Sept kilomètres. C’est la distance qui sépare Saint-Sulpice de son antenne. C’est à Mauzac, le long de l’A64 menant vers le sud du département, que le projet a pris forme en 2025. Le complexe sportif borde un vaste champ de colza éclatant de jaune. Autour, on retrouve des courts de tennis ainsi qu’un gymnase abritant des vestiaires récemment rénovés. À quelques mètres de là, les amateurs de pétanque profitent eux aussi des installations.

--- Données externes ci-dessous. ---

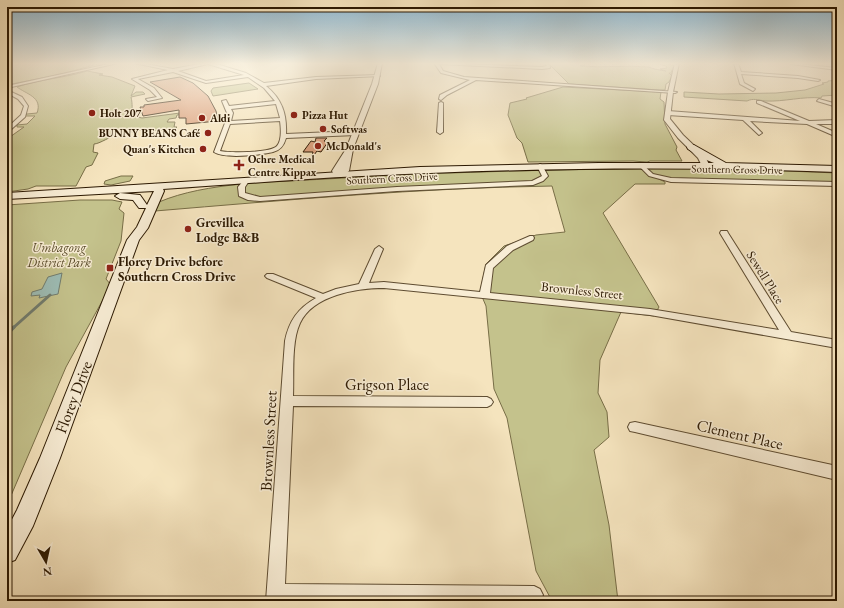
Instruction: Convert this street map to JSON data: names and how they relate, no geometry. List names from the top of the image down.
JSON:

Au bord du terrain, Jean-Baptiste Garcia, père de Jade (minimette) et Salomé (cadette), se réjouit de cette antenne, notamment dans un contexte où les frais de déplacement augmentent. « Nous sommes seulement à cinq kilomètres du club, donc c’est bien plus pratique d’avoir une structure à proximité, explique-t-il. Et puis, ayant moi-même joué au rugby, je suis très heureux qu’elles aient choisi ce sport, même si je ne les ai jamais influencées dans ce sens. Quand je vois l’investissement du club pour les féminines, malgré la concurrence des grands clubs professionnels voisins, je suis fier de ce qu’ils accomplissent et des résultats obtenus. »

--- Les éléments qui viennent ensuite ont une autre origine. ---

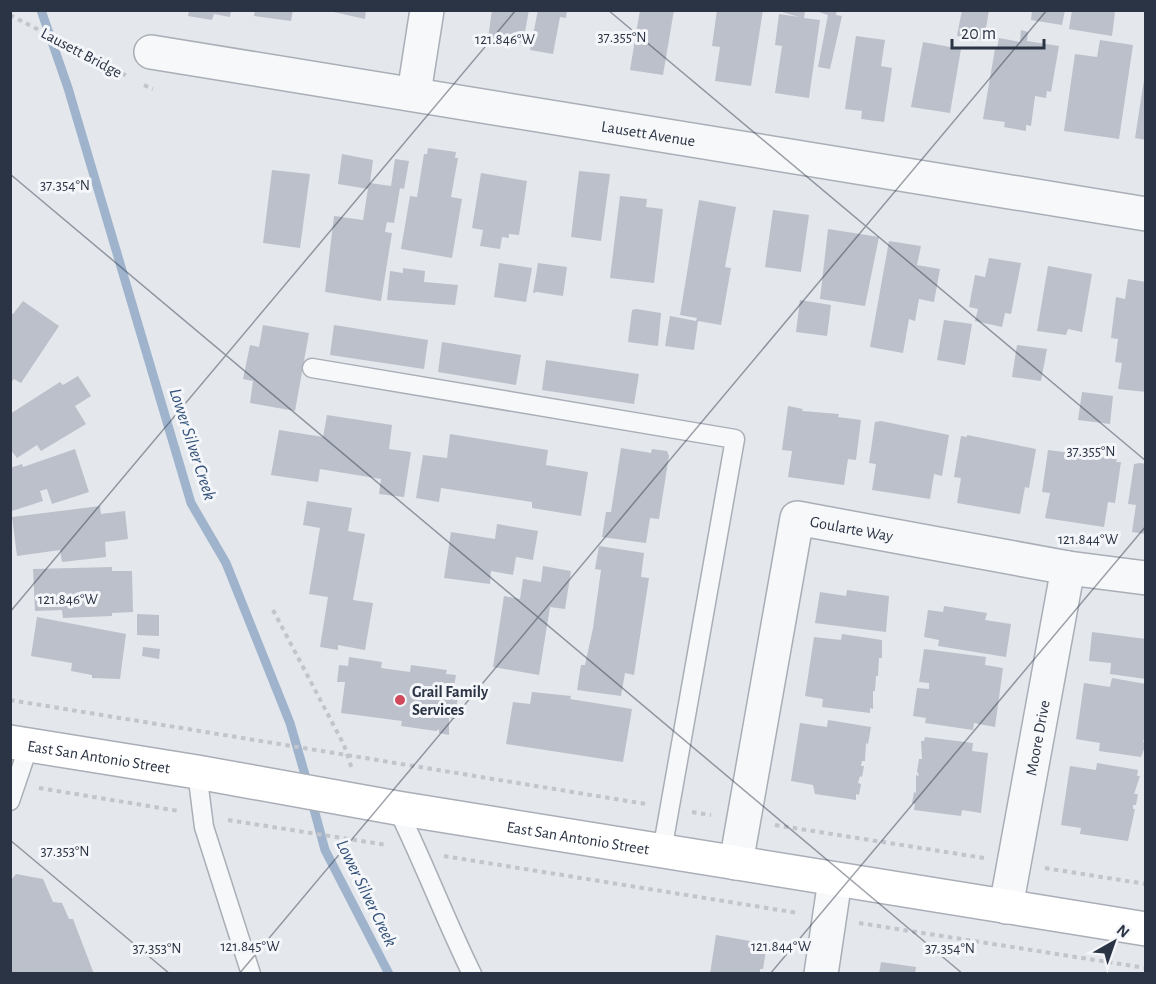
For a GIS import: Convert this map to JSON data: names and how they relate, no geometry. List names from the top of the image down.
{
  "streets": {
    "main road": ["East San Antonio Street"],
    "street": ["Lausett Avenue", "Goularte Way", "Moore Drive"],
    "path": ["Lausett Bridge"]
  },
  "crossings": [
    ["Goularte Way", "Moore Drive"],
    ["Goularte Way", "East San Antonio Street"],
    ["Moore Drive", "East San Antonio Street"]
  ],
  "water": ["Lower Silver Creek"],
  "places": ["Grail Family Services"],
  "scale_bar": "20 m",
  "north": "top right",
  "coordinates": [
    "37.355°N",
    "121.846°W",
    "37.354°N",
    "121.844°W",
    "37.353°N",
    "121.845°W"
  ]
}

Côté organisation, les entraînements ont lieu principalement les mercredis et vendredis soir, toujours dans une ambiance conviviale. Sur place, les seniors féminines, les cadettes et les minimettes se succèdent au fil des séances, avec parfois des échanges entre catégories afin de préparer la relève. Car cette antenne de Mauzac leur est avant tout destinée. Un véritable point de rassemblement. D’ailleurs, au début de la saison, toutes y ont participé à un stage de rentrée rythmé par des activités, des jeux et des repas partagés.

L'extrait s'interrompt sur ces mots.